[Records drawn from a dataset]
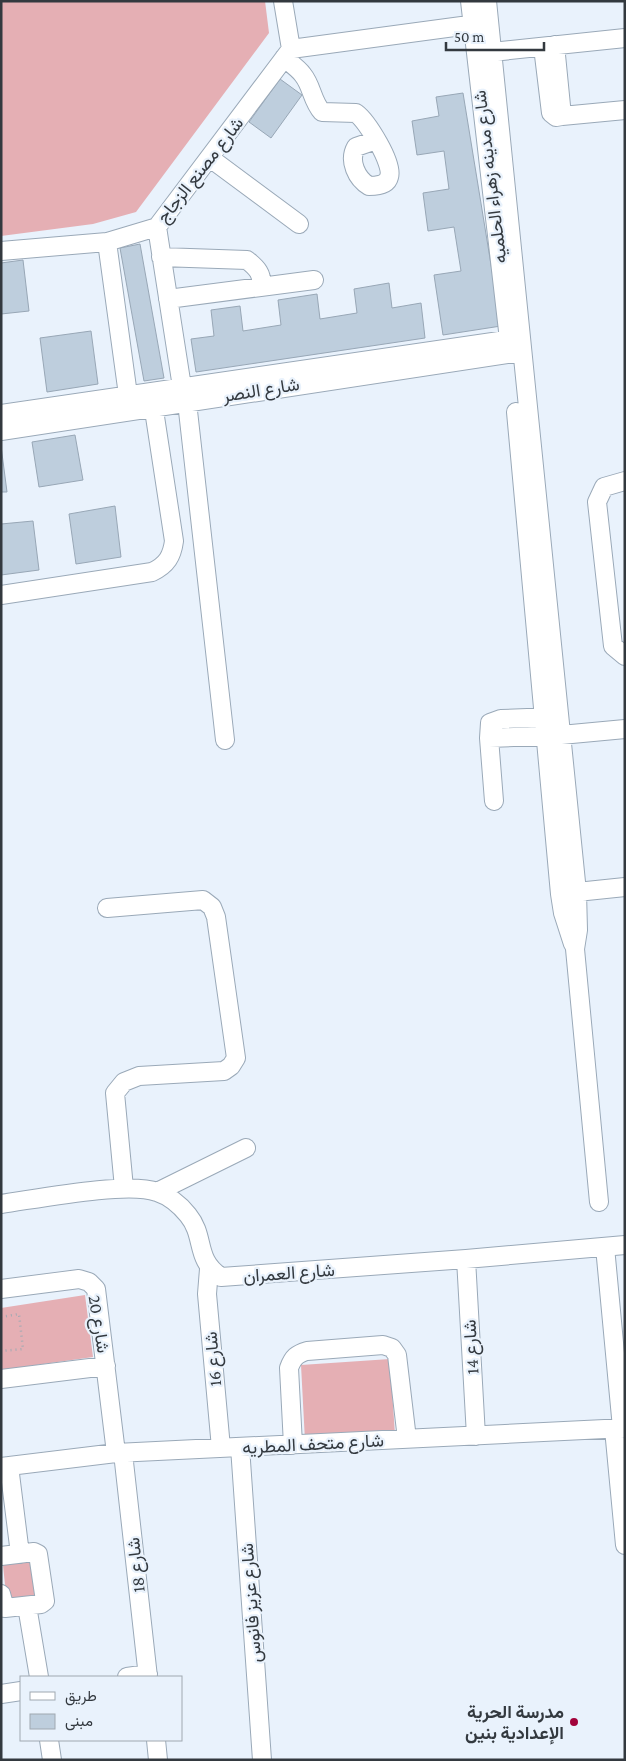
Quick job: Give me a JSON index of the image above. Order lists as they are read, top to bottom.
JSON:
{
  "streets": {
    "street": [
      "شارع مصنع الزجاج",
      "شارع مدينه زهراء الحلميه",
      "شارع النصر",
      "شارع العمران",
      "شارع 20",
      "شارع 14",
      "شارع 16",
      "شارع متحف المطريه",
      "شارع 18",
      "شارع عزيز فانوس"
    ]
  },
  "crossings": [
    ["شارع مدينه زهراء الحلميه", "شارع النصر"],
    ["شارع العمران", "شارع 14"],
    ["شارع العمران", "شارع 16"],
    ["شارع 20", "شارع متحف المطريه"],
    ["شارع 20", "شارع 18"],
    ["شارع 14", "شارع متحف المطريه"],
    ["شارع 16", "شارع متحف المطريه"],
    ["شارع متحف المطريه", "شارع 18"],
    ["شارع متحف المطريه", "شارع عزيز فانوس"]
  ],
  "places": ["مدرسة الحرية الإعدادية بنين"],
  "legend": ["طريق", "مبنى"],
  "scale_bar": "50 m"
}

Exercise requirements: The entries above need to be transcribed exactly, with the images left out.

Response:
Quick job: Give me a JSON index of the image above. Order lists as they are read, top to bottom.
JSON:
{
  "streets": {
    "street": [
      "شارع مصنع الزجاج",
      "شارع مدينه زهراء الحلميه",
      "شارع النصر",
      "شارع العمران",
      "شارع 20",
      "شارع 14",
      "شارع 16",
      "شارع متحف المطريه",
      "شارع 18",
      "شارع عزيز فانوس"
    ]
  },
  "crossings": [
    ["شارع مدينه زهراء الحلميه", "شارع النصر"],
    ["شارع العمران", "شارع 14"],
    ["شارع العمران", "شارع 16"],
    ["شارع 20", "شارع متحف المطريه"],
    ["شارع 20", "شارع 18"],
    ["شارع 14", "شارع متحف المطريه"],
    ["شارع 16", "شارع متحف المطريه"],
    ["شارع متحف المطريه", "شارع 18"],
    ["شارع متحف المطريه", "شارع عزيز فانوس"]
  ],
  "places": ["مدرسة الحرية الإعدادية بنين"],
  "legend": ["طريق", "مبنى"],
  "scale_bar": "50 m"
}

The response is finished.